Task goal ▸
Every line from the start of the entries up to and including the one bearing "position:relative; width:1943px; height:1060px;" must be printed verbatim, without the pictures.

Records ▸
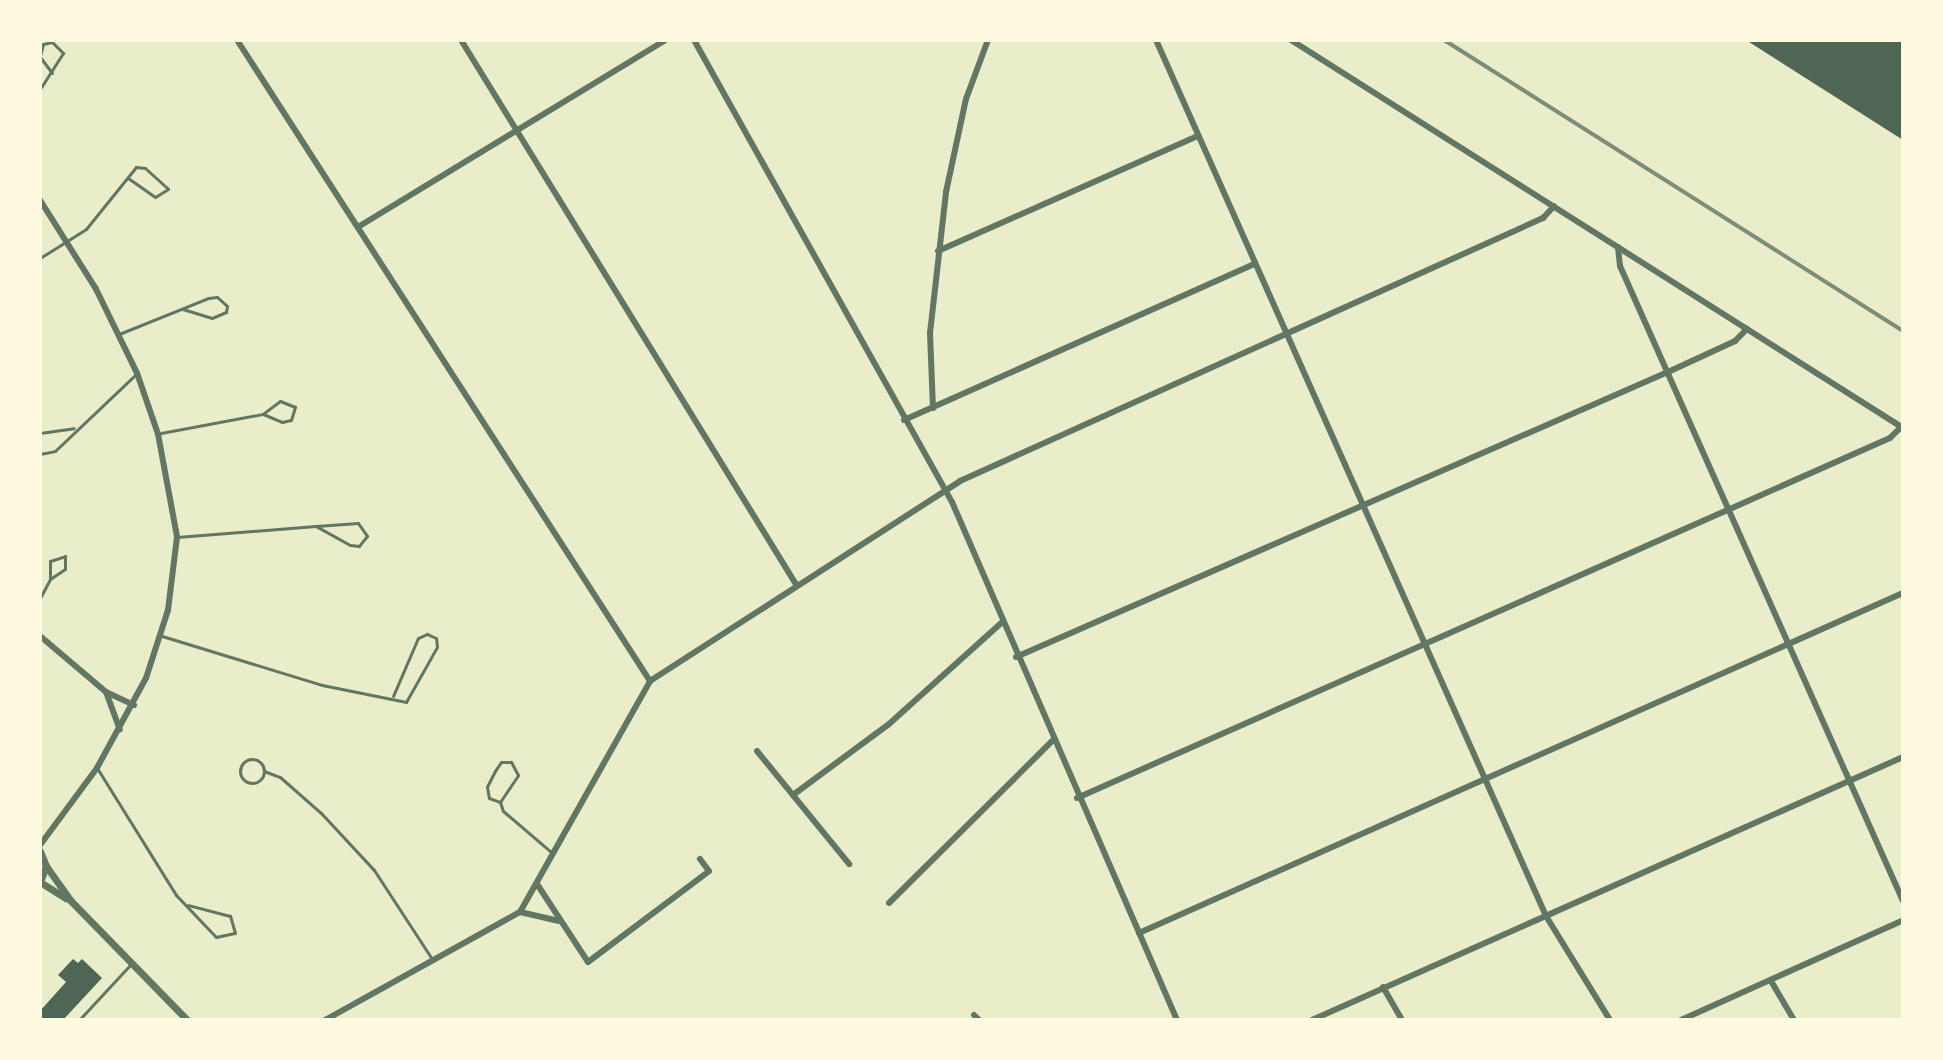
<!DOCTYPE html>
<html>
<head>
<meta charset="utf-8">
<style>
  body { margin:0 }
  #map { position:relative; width:1943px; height:1060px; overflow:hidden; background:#e9edc9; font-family:Overpass,sans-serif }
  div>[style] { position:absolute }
  .building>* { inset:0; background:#4f6655 }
  .service>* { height:3px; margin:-1.5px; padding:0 1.5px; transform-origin:1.5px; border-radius:1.5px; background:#617663 }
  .service>.ring { margin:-1.5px; padding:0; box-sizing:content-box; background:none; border:3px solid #617663; border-radius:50% }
  .minor>* { height:6px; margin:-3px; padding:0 3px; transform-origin:3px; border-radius:3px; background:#617663 }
  .tertiary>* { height:7px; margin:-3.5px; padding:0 3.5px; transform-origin:3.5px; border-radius:3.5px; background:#617663 }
  .rail>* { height:4px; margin:-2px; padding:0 2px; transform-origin:2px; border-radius:2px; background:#7c8e77 }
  span { translate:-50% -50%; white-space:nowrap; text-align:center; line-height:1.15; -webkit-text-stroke:6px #fefae0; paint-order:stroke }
  .frame { position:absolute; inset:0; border:42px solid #fefae0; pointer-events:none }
</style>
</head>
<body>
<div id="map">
  <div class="building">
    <i style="clip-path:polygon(1746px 40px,1903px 40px,1903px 140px)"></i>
    <i style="clip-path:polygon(73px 959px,78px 963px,82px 959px,102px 978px,63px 1020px,40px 1020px,40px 1011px,66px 982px,58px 975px)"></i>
  </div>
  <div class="service">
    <i style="left:40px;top:56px;width:12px;rotate:-76deg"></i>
    <i style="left:43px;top:44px;width:9px;rotate:-13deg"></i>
    <i style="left:52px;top:42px;width:16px;rotate:45deg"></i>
    <i style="left:63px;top:53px;width:43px;rotate:122.6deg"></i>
    <i style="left:40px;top:57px;width:20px;rotate:53deg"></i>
    <i style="left:40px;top:258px;width:54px;rotate:-32.2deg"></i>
    <i style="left:86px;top:229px;width:80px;rotate:-51.1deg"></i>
    <i style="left:136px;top:167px;width:9px;rotate:6deg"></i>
    <i style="left:145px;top:168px;width:31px;rotate:42deg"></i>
    <i style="left:168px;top:189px;width:15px;rotate:148deg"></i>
    <i style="left:155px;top:197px;width:33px;rotate:-145deg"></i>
    <i style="left:119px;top:334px;width:96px;rotate:-22deg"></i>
    <i style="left:208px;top:298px;width:9px;rotate:-6deg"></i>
    <i style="left:217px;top:297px;width:13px;rotate:42deg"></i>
    <i style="left:227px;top:306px;width:6px;rotate:99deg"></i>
    <i style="left:226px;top:312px;width:15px;rotate:157deg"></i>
    <i style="left:212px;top:318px;width:30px;rotate:-163deg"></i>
    <i style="left:40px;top:433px;width:34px;rotate:-8deg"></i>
    <i style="left:161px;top:433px;width:104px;rotate:-10.6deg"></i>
    <i style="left:263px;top:414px;width:21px;rotate:23deg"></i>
    <i style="left:282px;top:422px;width:9px;rotate:-13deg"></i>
    <i style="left:291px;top:420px;width:14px;rotate:-73deg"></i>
    <i style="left:295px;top:407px;width:16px;rotate:-158deg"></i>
    <i style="left:280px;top:401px;width:21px;rotate:143deg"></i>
    <i style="left:40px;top:454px;width:15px;rotate:-11deg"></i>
    <i style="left:55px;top:451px;width:112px;rotate:-43.5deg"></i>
    <i style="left:177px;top:537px;width:139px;rotate:-4.5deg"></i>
    <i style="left:316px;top:526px;width:42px;rotate:-4.1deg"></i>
    <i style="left:358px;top:523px;width:16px;rotate:55deg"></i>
    <i style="left:367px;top:536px;width:13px;rotate:129deg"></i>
    <i style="left:359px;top:546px;width:9px;rotate:-174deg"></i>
    <i style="left:350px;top:545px;width:39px;rotate:-151deg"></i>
    <i style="left:40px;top:598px;width:21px;rotate:-62deg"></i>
    <i style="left:50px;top:579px;width:18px;rotate:-90deg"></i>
    <i style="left:50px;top:561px;width:16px;rotate:-18deg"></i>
    <i style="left:65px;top:556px;width:13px;rotate:90deg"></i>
    <i style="left:65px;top:569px;width:18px;rotate:146deg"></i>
    <i style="left:162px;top:636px;width:167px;rotate:17deg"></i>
    <i style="left:322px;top:685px;width:86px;rotate:11.4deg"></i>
    <i style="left:406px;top:702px;width:63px;rotate:-60.6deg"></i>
    <i style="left:437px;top:647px;width:9px;rotate:-96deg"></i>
    <i style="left:436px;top:638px;width:10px;rotate:-156deg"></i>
    <i style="left:427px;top:634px;width:10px;rotate:156deg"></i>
    <i style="left:418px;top:638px;width:63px;rotate:113.3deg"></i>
    <i class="ring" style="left:240px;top:759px;width:21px;height:21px"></i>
    <i style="left:97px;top:768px;width:150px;rotate:58.1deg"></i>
    <i style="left:176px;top:895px;width:58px;rotate:46.4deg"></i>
    <i style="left:216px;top:937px;width:19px;rotate:-12deg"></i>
    <i style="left:235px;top:933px;width:18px;rotate:-106deg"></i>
    <i style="left:230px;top:916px;width:43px;rotate:-165.3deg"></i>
    <i style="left:264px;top:771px;width:17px;rotate:21deg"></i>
    <i style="left:280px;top:777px;width:55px;rotate:41.3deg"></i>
    <i style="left:321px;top:813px;width:78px;rotate:47.1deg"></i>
    <i style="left:374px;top:870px;width:106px;rotate:56.9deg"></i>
    <i style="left:500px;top:802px;width:32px;rotate:-56deg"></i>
    <i style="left:518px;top:775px;width:15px;rotate:-118deg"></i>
    <i style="left:511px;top:762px;width:10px;rotate:180deg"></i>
    <i style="left:501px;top:762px;width:11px;rotate:124deg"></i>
    <i style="left:495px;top:771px;width:18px;rotate:117deg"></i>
    <i style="left:487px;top:787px;width:11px;rotate:80deg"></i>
    <i style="left:489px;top:798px;width:12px;rotate:20deg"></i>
    <i style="left:500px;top:802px;width:9px;rotate:72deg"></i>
    <i style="left:503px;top:811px;width:63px;rotate:40.5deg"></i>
    <i style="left:79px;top:1020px;width:76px;rotate:-47.1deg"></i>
  </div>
  <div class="minor">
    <i style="left:237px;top:40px;width:763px;rotate:57.21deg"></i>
    <i style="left:461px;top:40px;width:641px;rotate:58.39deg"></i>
    <i style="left:694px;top:40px;width:529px;rotate:60.82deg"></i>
    <i style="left:952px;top:502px;width:565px;rotate:66.52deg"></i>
    <i style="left:1156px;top:40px;width:959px;rotate:66deg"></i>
    <i style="left:1546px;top:916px;width:122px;rotate:58.4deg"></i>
    <i style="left:1291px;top:40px;width:725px;rotate:32.37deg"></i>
    <i style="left:40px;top:200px;width:105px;rotate:57.8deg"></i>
    <i style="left:96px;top:289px;width:93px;rotate:64deg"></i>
    <i style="left:137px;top:373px;width:65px;rotate:71deg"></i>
    <i style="left:158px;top:434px;width:105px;rotate:79.5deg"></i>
    <i style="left:177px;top:537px;width:74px;rotate:97deg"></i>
    <i style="left:168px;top:610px;width:71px;rotate:107.9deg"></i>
    <i style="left:146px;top:678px;width:102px;rotate:118.6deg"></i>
    <i style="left:97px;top:768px;width:96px;rotate:126.5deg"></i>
    <i style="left:358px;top:227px;width:359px;rotate:-31.3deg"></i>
    <i style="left:1618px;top:247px;width:19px;rotate:84deg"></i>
    <i style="left:1620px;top:266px;width:695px;rotate:65.98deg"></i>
    <i style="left:938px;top:251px;width:284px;rotate:-23.9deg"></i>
    <i style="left:933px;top:408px;width:75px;rotate:-92.3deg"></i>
    <i style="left:930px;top:333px;width:142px;rotate:-83.5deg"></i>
    <i style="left:946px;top:192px;width:95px;rotate:-77.9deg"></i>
    <i style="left:966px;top:99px;width:63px;rotate:-69.6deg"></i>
    <i style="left:904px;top:420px;width:384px;rotate:-24deg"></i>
    <i style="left:40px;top:636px;width:87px;rotate:40.3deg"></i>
    <i style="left:106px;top:692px;width:40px;rotate:69.8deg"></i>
    <i style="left:1016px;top:657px;width:712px;rotate:-23.61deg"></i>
    <i style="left:1668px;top:372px;width:74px;rotate:-24.8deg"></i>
    <i style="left:1735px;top:341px;width:17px;rotate:-45deg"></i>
    <i style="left:106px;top:692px;width:31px;rotate:25deg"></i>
    <i style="left:757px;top:751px;width:146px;rotate:50.8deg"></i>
    <i style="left:793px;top:795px;width:119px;rotate:-36.5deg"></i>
    <i style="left:889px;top:724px;width:151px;rotate:-42deg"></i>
    <i style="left:1077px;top:798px;width:889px;rotate:-23.88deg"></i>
    <i style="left:1890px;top:438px;width:16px;rotate:-45deg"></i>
    <i style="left:537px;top:884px;width:93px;rotate:56.8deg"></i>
    <i style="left:588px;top:962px;width:151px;rotate:-36.9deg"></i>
    <i style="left:709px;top:871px;width:15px;rotate:-127deg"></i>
    <i style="left:889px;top:903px;width:230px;rotate:-44.8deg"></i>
    <i style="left:520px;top:912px;width:40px;rotate:13deg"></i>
    <i style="left:1139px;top:933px;width:836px;rotate:-23.99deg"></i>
    <i style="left:1771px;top:981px;width:45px;rotate:59.5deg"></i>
    <i style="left:1383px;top:987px;width:38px;rotate:60deg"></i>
    <i style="left:974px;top:1015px;width:7px;rotate:45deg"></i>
    <i style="left:325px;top:1020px;width:223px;rotate:-29deg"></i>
    <i style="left:520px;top:912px;width:265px;rotate:-60.6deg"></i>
    <i style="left:650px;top:681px;width:369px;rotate:-32.8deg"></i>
    <i style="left:960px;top:481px;width:640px;rotate:-24.28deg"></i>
    <i style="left:1543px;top:218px;width:16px;rotate:-47deg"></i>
    <i style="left:1312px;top:1020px;width:647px;rotate:-23.99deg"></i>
    <i style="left:1681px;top:1020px;width:243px;rotate:-24.2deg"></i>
  </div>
  <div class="tertiary">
    <i style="left:40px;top:851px;width:16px;rotate:68deg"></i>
    <i style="left:46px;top:866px;width:17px;rotate:111deg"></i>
    <i style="left:46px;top:866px;width:43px;rotate:54.5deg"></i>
    <i style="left:71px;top:901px;width:166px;rotate:45.7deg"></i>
    <i style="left:40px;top:882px;width:31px;rotate:32deg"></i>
  </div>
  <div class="rail">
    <i style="left:1444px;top:40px;width:543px;rotate:32.37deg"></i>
  </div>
  <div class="frame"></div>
</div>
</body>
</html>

Response to the task ▸
<!DOCTYPE html>
<html>
<head>
<meta charset="utf-8">
<style>
  body { margin:0 }
  #map { position:relative; width:1943px; height:1060px; overflow:hidden; background:#e9edc9; font-family:Overpass,sans-serif }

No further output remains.